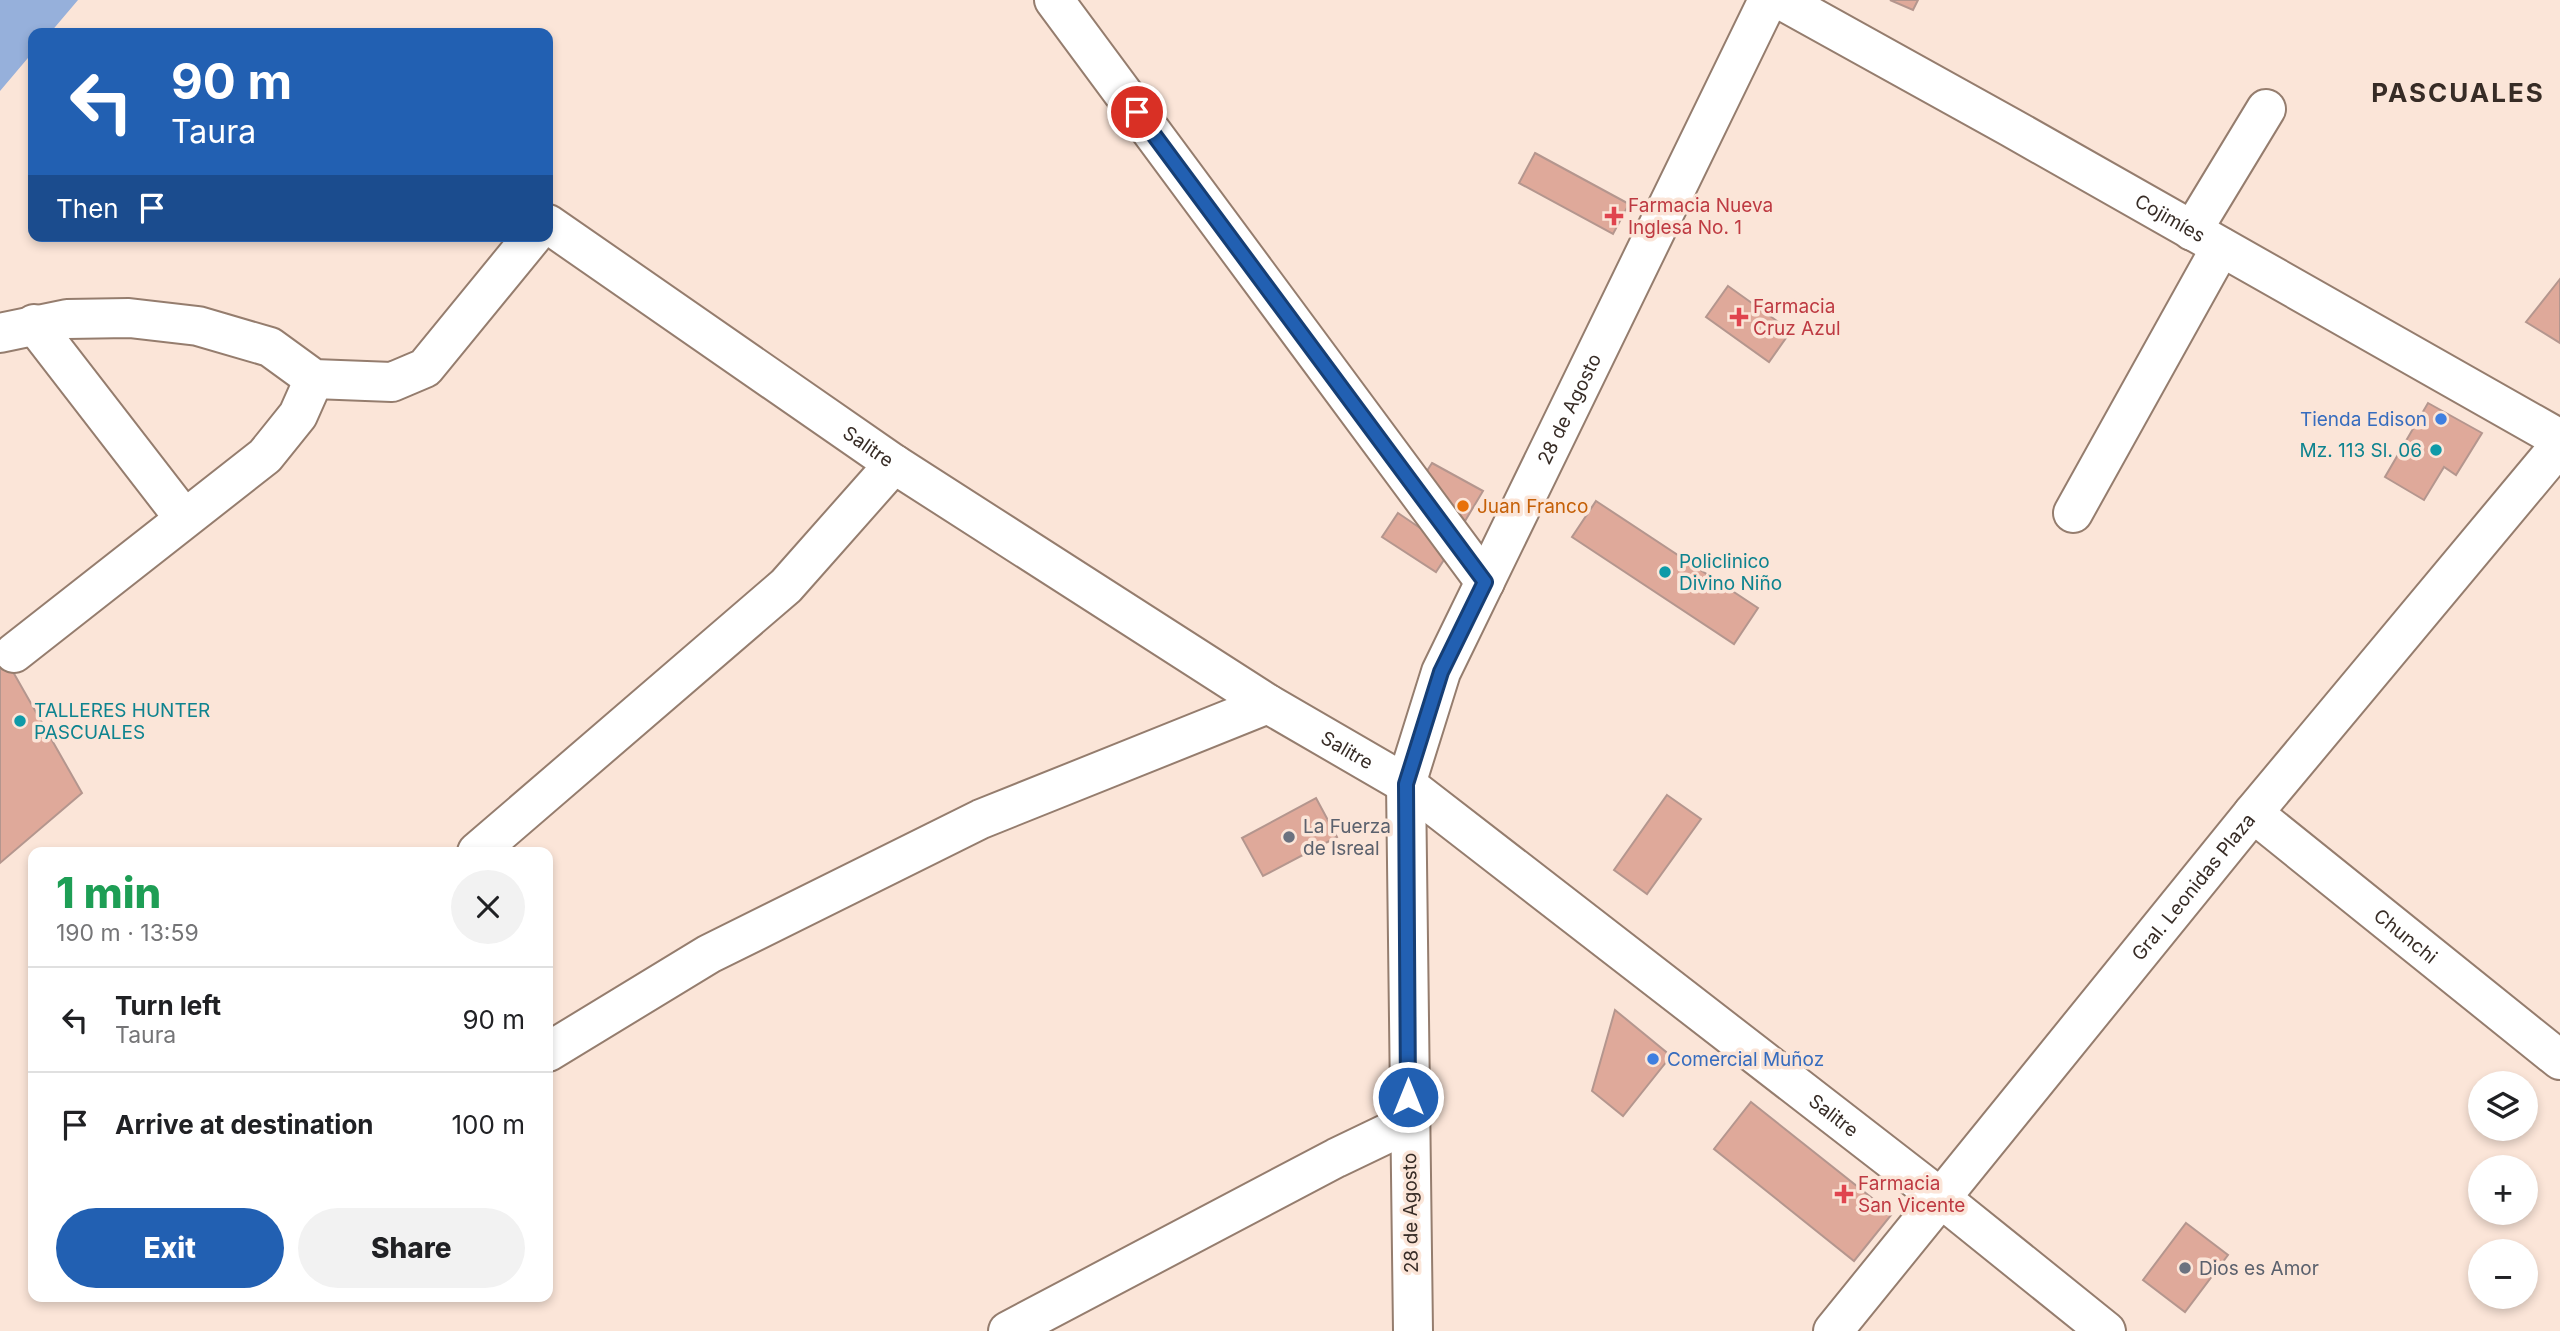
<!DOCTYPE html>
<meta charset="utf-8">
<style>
:root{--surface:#fff;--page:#f2f2f2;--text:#202124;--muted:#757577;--line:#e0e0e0;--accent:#2260b2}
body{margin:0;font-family:Inter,sans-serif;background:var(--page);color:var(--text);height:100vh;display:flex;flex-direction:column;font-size:26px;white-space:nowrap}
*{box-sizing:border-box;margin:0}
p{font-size:23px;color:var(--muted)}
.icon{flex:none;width:38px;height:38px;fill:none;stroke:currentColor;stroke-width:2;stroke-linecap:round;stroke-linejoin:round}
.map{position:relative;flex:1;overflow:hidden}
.drawer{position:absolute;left:28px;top:847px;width:525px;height:455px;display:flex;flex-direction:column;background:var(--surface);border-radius:14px;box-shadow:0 4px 10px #0003}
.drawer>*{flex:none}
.hud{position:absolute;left:28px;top:28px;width:525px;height:214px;border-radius:14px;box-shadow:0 4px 10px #0003;background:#2260b2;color:#fff;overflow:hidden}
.buttons{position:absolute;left:2468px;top:1071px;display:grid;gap:14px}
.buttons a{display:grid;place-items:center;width:70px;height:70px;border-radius:50%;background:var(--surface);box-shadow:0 4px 10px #0003;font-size:35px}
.pin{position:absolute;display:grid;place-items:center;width:60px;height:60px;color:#fff;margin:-30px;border:4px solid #fff;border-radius:50%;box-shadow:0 2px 7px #0007}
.me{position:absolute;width:77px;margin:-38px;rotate:0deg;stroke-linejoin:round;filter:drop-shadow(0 0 5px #0008)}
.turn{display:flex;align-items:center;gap:24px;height:147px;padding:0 28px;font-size:32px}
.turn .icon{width:91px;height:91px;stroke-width:2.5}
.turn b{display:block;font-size:49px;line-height:60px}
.then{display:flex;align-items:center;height:66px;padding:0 28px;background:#0003;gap:14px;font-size:26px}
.round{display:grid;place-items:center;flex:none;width:74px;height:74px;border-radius:37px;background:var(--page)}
.headline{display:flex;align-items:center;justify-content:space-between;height:119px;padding:0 28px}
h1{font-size:42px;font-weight:800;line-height:52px;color:#1e9e55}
.button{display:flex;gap:14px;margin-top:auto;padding:14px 28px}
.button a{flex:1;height:80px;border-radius:42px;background:var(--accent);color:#fff;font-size:28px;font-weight:800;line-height:80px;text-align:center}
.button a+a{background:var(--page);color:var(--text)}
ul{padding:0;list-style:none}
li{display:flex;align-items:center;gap:21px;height:105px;padding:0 28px;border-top:2px solid var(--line)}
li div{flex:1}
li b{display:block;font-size:26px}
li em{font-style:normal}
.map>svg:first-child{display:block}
.water{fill:#96b0db}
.building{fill:#dfa99a;stroke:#b4968e;stroke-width:2}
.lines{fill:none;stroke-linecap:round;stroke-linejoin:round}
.minor-casing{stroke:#957d6e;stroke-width:42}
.minor{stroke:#fff;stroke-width:38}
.route-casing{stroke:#163e74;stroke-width:18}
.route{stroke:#2260b2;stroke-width:12}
.health-dot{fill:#e0444e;stroke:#fbe5d8;stroke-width:2.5}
.shop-dot{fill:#3f7fe0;stroke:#fbe5d8;stroke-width:2.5}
.culture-dot{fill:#0f9aa8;stroke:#fbe5d8;stroke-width:2.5}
.food-dot{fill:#e8710a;stroke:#fbe5d8;stroke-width:2.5}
.worship-dot{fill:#6b7280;stroke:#fbe5d8;stroke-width:2.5}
.labels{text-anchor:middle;stroke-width:7;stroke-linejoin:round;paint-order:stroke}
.health-label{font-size:19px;fill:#be3a42;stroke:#fbe5d8;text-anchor:start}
.street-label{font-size:19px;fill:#372c26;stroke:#fbe5d8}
.shop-label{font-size:19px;fill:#366cbe;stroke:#fbe5d8;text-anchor:end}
.culture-label{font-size:19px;fill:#0d838f;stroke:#fbe5d8;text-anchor:start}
.food-label{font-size:19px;fill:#c56008;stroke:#fbe5d8;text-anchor:start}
.worship-label{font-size:19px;fill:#5b616d;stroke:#fbe5d8;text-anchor:start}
.district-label{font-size:26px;font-weight:bold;letter-spacing:2px;fill:#372c26;stroke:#fbe5d8}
</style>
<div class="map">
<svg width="2560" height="1331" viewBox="0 0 2560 1331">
<rect width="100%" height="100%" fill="#fbe5d8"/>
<path class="water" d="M0,0H78L50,33H33V52L0,91Z"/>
<path class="building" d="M1890,0H1918L1913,10Z
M1535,153L1629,204L1613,234L1519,183Z
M2560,279V343L2526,322Z
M1728,286L1791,331L1769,362L1706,317Z
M2428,403L2482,433L2456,475L2444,467L2424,500L2385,477Z
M1432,463L1483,491L1465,521L1425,474Z
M1596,501L1758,608L1734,644L1572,537Z
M1398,513L1451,549L1436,572L1382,537Z
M0,649L82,793L0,863Z
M1667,795L1701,819L1647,894L1614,870Z
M1316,798L1337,837L1263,876L1242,838Z
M1615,1010L1671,1056L1623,1116L1592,1091Z
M1751,1102L1892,1214L1854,1261L1714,1149Z
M2186,1223L2228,1255L2185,1312L2143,1280Z"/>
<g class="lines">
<g class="minor-casing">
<g id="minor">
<path d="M1054,0L1485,582"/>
<path id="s1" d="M1781,0L2010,127L2560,439"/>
<path id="s2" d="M548,224L894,464L1268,704L1406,784L1942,1199L2106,1331"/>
<path d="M2192,231L2266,109"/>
<path d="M34,324L184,518"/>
<path d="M0,333L67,319L129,318L198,326L270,347L314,379L392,382L425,368L533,236"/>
<path d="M2073,513L2221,247"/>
<path d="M14,653L265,456L298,415L314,379"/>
<path id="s3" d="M2253,813L2560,1060"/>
<path d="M477,852L786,586L894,464"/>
<path d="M548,1052L709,954L981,819L1268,704"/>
<path d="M1008,1331L1336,1158L1409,1123"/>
<path id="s4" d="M1413,1331L1406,784L1441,672L1768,0"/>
<path id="s5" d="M1833,1331L2253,813L2560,445"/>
</g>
</g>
<use href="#minor" class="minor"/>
</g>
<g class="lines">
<g class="route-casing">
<path id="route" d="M1137,112L1485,582L1441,672L1406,784L1408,1097"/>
</g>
<use href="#route" class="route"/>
</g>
<g class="health-dot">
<path d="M1610.5 205.5h7v7h7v7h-7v7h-7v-7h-7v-7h7z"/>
<path d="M1735.5 306.5h7v7h7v7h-7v7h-7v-7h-7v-7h7z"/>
<path d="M1840.5 1183.5h7v7h7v7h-7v7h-7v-7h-7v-7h7z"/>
</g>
<g class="shop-dot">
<circle cx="2441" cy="419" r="7"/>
<circle cx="1653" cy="1059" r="7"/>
</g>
<g class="culture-dot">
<circle cx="2436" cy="450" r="7"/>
<circle cx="1665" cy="572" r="7"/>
<circle cx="20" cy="721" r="7"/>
</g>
<circle class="food-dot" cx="1463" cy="506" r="7"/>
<g class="worship-dot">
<circle cx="1289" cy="837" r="7"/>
<circle cx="2185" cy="1268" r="7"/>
</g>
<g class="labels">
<g class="health-label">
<text x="1628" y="212">Farmacia Nueva<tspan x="1628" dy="22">Inglesa No. 1</tspan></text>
<text x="1753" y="313">Farmacia<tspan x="1753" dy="22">Cruz Azul</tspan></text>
<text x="1858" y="1190">Farmacia<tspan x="1858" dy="22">San Vicente</tspan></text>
</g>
<g class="street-label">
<text dy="7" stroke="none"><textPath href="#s1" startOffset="446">Cojimíes</textPath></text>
<text dy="7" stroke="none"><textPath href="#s4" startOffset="957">28 de Agosto</textPath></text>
<text dy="7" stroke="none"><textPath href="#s2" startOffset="390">Salitre</textPath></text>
<text dy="7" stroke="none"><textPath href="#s2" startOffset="957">Salitre</textPath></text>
<text dy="7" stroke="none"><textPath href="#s5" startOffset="572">Gral. Leonidas Plaza</textPath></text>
<text dy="7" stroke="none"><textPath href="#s3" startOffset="196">Chunchi</textPath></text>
<text dy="7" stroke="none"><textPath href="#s2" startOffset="1566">Salitre</textPath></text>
<text transform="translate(1410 1213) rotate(-91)" y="7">28 de Agosto</text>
</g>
<g class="shop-label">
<text x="2427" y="426">Tienda Edison</text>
<text x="1667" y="1066" text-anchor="start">Comercial Muñoz</text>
</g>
<g class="culture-label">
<text x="2422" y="457" text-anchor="end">Mz. 113 Sl. 06</text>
<text x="1679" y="568">Policlinico<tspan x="1679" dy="22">Divino Niño</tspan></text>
<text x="34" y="717">TALLERES HUNTER<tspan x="34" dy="22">PASCUALES</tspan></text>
</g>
<g class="food-label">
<text x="1477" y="513">Juan Franco</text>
</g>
<g class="worship-label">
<text x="1303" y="833">La Fuerza<tspan x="1303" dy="22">de Isreal</tspan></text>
<text x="2199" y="1275">Dios es Amor</text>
</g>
<g class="district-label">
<text x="2458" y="102">PASCUALES</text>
</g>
</g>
</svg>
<div class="buttons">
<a><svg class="icon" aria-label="layers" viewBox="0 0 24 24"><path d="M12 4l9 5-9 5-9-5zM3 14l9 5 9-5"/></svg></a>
<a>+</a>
<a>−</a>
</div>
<div class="pin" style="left:1137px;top:112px;background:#d93025"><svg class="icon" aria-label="arrive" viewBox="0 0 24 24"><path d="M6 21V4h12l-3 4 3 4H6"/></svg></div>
<svg class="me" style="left:1408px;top:1097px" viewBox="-20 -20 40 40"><circle r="17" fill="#2260b2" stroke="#fff" stroke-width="3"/><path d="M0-11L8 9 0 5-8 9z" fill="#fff"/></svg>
<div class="hud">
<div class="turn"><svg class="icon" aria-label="left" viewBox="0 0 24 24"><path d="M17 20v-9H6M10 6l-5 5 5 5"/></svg><div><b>90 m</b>Taura</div></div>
<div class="then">Then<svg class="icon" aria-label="arrive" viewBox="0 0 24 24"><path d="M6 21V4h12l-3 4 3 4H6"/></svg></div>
</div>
<section class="drawer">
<div class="headline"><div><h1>1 min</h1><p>190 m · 13:59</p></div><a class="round"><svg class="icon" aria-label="close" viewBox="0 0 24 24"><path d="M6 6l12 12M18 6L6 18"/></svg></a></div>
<ul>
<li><svg class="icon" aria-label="left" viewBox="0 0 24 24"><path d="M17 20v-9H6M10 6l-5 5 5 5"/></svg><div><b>Turn left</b><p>Taura</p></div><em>90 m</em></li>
<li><svg class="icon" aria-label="arrive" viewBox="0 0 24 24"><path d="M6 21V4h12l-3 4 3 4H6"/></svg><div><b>Arrive at destination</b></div><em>100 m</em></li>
</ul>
<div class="button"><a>Exit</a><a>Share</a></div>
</section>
</div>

# PROBLEM TO SOLVE:
Take from the listing above each line in which the string "column" is found.

# OUTPUT FOR THIS TASK:
body{margin:0;font-family:Inter,sans-serif;background:var(--page);color:var(--text);height:100vh;display:flex;flex-direction:column;font-size:26px;white-space:nowrap}
.drawer{position:absolute;left:28px;top:847px;width:525px;height:455px;display:flex;flex-direction:column;background:var(--surface);border-radius:14px;box-shadow:0 4px 10px #0003}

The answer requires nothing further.